Der Wasserstoff-Spezialist treibt die Kommerzialisierung voran und erwartet die CE-Zertifizierung für seinen Generator im August 2026.

Die wichtigsten Punkte im Überblick

  • Regulatorischer Durchbruch für Ammoniak-Cracking
  • CE-Zertifizierung für August 2026 geplant
  • Cash-Burn massiv auf 15,4 Mio. Pfund gesenkt
  • Fokus auf 6,5 Mrd. Dollar Generator-Markt

AFC Energy nähert sich dem Moment der Wahrheit. Während der Kurs nach einer starken Entwicklung von über 52 Prozent seit Jahresbeginn derzeit konsolidiert, bereitet der britische Wasserstoff-Spezialist den Sprung in die industrielle Serienfertigung vor. Investoren blicken nun gespannt auf die im Juni anstehenden Halbjahreszahlen für 2026.

Durchbruch beim Ammoniak-Cracking

Der Fokus der operativen Strategie liegt auf der Ammoniak-Cracking-Technologie. In der Pilotanlage in Dunsfold gelang zuletzt ein wichtiger regulatorischer Durchbruch: Die britische Umweltbehörde erteilte die Erlaubnis, den dort produzierten, kohlenstoffarmen Wasserstoff kommerziell zu vertreiben. Die Anlage ist in der Lage, täglich bis zu 300 Kilogramm Wasserstoff in Industriequalität zu liefern.

Dieser Erfolg markiert den Übergang von der reinen Entwicklung hin zur Kommerzialisierung. Das Unternehmen zielt darauf ab, Wasserstoff über portable Cracker-Systeme kostengünstiger anzubieten als durch herkömmliche Elektrolyse. Damit sollen Sektoren wie das Baugewerbe, der Bergbau und die Schifffahrt unabhängig von staatlichen Subventionen bedient werden.

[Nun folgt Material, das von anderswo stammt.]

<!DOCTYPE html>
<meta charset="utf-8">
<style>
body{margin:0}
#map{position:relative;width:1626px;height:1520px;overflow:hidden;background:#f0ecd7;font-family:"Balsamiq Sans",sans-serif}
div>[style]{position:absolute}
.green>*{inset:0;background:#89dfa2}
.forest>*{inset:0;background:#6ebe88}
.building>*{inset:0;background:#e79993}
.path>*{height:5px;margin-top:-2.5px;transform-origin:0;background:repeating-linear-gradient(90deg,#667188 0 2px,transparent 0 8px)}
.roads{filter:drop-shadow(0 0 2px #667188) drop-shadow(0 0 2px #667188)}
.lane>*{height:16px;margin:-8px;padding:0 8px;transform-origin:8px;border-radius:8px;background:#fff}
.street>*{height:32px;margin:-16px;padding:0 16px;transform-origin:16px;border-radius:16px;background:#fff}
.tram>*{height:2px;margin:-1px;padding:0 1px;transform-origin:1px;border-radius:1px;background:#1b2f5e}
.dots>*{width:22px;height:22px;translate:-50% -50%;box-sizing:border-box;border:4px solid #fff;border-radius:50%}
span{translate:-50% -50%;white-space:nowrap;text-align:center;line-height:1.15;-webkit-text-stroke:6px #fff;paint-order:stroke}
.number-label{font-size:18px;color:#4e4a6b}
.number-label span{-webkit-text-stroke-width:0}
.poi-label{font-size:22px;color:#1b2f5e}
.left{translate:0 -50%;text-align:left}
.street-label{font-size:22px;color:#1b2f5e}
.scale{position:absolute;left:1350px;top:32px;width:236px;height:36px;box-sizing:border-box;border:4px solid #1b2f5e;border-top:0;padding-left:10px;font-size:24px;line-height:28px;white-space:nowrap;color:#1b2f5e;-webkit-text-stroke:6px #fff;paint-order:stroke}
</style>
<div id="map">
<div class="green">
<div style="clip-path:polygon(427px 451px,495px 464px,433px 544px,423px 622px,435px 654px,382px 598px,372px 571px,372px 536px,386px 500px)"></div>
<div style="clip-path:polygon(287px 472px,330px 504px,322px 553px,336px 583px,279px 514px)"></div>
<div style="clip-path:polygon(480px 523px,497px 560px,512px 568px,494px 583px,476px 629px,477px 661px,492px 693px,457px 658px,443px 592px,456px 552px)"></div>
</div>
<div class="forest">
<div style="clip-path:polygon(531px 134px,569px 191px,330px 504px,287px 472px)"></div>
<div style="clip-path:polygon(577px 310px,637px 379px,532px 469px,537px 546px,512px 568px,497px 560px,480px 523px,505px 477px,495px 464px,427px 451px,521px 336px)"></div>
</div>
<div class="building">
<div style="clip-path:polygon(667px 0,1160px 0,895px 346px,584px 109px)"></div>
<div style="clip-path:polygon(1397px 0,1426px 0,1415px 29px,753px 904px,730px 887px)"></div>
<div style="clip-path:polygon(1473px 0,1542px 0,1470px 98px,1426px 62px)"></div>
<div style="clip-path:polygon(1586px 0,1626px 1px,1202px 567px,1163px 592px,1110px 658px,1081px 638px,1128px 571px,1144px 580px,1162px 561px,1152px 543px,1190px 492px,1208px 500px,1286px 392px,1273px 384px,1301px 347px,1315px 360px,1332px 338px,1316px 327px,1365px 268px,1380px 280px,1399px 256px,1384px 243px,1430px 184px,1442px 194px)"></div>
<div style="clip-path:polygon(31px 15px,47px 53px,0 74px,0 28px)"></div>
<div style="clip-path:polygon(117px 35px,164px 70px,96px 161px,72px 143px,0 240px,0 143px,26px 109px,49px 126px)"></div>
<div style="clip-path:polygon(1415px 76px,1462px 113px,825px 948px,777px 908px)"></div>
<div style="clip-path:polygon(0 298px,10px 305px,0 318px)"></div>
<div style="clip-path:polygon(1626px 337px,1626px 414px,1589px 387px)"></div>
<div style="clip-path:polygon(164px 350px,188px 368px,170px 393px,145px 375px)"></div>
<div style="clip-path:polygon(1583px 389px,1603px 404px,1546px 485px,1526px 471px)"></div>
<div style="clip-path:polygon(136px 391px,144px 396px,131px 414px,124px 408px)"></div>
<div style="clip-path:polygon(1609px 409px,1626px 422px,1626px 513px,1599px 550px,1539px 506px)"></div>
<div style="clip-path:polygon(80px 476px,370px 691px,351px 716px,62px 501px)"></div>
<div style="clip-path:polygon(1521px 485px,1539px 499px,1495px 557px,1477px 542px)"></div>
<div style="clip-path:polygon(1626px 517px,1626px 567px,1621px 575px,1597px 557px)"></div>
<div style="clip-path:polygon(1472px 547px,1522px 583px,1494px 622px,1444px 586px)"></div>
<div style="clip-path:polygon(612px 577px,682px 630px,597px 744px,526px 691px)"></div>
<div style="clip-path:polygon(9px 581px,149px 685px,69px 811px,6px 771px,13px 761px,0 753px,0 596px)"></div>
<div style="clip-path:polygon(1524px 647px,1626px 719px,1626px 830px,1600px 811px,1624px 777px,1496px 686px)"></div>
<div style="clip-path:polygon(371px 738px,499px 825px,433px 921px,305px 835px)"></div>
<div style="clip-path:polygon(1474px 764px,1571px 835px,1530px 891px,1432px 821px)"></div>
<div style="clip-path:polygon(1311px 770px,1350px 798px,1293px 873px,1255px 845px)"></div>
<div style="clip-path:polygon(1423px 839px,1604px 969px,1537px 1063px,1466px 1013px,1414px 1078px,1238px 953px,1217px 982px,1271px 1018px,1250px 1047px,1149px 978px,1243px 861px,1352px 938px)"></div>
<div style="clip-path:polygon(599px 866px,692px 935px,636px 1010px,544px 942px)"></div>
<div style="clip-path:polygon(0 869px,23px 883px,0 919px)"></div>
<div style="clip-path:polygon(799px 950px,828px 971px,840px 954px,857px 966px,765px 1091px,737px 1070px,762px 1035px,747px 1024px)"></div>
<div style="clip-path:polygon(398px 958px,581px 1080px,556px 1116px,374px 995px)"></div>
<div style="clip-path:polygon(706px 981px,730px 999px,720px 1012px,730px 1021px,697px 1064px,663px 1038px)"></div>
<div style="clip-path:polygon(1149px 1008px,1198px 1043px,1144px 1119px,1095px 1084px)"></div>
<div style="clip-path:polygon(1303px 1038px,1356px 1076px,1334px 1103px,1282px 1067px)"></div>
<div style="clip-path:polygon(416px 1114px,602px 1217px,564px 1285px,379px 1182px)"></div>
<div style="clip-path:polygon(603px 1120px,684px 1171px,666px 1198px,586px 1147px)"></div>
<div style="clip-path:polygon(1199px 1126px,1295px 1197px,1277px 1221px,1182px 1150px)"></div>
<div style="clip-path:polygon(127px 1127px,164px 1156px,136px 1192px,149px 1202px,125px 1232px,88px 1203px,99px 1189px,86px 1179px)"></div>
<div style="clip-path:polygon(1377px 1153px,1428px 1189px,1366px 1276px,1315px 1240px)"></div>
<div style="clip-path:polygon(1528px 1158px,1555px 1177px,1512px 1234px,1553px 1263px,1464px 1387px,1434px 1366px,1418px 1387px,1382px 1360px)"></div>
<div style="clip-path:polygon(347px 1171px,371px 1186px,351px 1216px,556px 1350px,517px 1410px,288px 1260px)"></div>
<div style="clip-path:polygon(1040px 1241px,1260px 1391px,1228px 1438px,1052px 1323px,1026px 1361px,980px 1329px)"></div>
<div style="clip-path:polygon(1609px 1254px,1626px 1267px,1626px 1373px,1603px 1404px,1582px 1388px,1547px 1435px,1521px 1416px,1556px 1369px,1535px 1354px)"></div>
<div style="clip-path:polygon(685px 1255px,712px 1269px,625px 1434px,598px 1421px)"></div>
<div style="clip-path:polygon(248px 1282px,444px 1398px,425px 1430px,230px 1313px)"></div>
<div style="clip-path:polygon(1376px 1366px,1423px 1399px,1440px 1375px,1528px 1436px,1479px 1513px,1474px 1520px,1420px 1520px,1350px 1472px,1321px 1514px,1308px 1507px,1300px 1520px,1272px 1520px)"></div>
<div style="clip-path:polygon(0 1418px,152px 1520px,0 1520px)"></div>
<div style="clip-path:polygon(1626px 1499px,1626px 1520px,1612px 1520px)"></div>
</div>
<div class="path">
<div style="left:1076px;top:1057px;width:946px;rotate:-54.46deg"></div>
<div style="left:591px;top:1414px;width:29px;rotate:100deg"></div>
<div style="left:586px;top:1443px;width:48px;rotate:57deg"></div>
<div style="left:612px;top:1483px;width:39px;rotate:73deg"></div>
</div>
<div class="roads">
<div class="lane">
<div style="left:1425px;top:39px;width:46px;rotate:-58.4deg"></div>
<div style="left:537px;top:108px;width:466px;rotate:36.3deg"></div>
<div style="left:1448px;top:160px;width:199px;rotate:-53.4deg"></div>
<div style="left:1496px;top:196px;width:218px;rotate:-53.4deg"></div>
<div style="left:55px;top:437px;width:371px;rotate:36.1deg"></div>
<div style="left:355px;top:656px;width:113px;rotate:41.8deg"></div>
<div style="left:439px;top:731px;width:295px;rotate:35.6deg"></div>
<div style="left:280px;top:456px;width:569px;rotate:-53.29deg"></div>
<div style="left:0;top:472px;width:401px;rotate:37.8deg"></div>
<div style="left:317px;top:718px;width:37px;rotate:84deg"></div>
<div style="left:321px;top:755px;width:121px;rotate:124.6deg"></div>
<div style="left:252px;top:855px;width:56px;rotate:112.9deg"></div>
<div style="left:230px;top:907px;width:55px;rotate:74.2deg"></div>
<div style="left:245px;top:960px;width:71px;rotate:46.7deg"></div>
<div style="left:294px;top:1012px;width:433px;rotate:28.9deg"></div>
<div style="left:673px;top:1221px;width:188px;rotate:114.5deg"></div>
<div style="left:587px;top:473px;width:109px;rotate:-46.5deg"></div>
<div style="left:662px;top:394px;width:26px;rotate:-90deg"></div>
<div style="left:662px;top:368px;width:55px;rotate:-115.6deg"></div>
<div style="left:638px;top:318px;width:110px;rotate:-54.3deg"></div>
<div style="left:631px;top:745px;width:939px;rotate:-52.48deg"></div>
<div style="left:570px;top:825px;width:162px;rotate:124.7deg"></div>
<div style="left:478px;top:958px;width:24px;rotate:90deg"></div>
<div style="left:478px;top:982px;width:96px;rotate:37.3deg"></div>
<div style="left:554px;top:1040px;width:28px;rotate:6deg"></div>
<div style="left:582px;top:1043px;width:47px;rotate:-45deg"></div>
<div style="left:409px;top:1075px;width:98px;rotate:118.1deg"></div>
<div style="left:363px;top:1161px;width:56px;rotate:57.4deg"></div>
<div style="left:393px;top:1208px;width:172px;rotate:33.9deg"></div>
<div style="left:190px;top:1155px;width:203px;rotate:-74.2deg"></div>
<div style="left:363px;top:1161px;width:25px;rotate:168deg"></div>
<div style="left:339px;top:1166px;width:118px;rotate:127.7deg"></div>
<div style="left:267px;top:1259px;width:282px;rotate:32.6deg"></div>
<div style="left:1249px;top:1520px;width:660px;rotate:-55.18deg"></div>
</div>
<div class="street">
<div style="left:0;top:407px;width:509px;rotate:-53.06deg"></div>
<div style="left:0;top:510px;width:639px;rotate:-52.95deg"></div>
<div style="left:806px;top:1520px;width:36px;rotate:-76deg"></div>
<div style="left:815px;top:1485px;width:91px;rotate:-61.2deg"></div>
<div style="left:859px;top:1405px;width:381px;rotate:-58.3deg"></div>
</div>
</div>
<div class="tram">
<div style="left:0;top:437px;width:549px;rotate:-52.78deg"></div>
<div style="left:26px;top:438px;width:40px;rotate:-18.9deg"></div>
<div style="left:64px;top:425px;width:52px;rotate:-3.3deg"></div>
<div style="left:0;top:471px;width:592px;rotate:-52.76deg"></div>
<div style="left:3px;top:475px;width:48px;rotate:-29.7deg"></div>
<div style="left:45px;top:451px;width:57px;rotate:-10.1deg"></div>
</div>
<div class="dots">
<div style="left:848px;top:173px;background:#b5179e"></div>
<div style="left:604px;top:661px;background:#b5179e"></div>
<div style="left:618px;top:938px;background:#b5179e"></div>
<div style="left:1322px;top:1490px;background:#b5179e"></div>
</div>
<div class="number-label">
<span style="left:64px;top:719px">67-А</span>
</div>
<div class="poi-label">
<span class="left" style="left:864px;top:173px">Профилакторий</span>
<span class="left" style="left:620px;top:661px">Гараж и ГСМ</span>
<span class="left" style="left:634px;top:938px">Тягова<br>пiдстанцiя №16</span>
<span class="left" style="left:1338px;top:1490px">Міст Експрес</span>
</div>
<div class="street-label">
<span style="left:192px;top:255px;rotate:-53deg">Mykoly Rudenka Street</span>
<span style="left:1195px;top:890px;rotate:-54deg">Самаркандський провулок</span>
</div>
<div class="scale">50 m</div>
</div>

Sprung in den Milliardenmarkt

Parallel dazu visiert das Management den globalen Markt für Generatoren unter 50 Kilovoltampere an. Dieses Segment umfasst ein geschätztes Volumen von rund 6,5 Milliarden US-Dollar. Ein entscheidender Meilenstein ist hier die CE-Zertifizierung für den LC30-Brennstoffzellengenerator.

Die Zertifizierung wird für August 2026 angestrebt. Unmittelbar danach sollen die ersten Auslieferungen der Einheiten beginnen. Um die notwendigen Stückzahlen zu erreichen, setzt AFC Energy auf Fertigungspartnerschaften, unter anderem mit dem Unternehmen Volex. Das Ziel ist eine Produktionskapazität von bis zu 6.000 Einheiten pro Jahr.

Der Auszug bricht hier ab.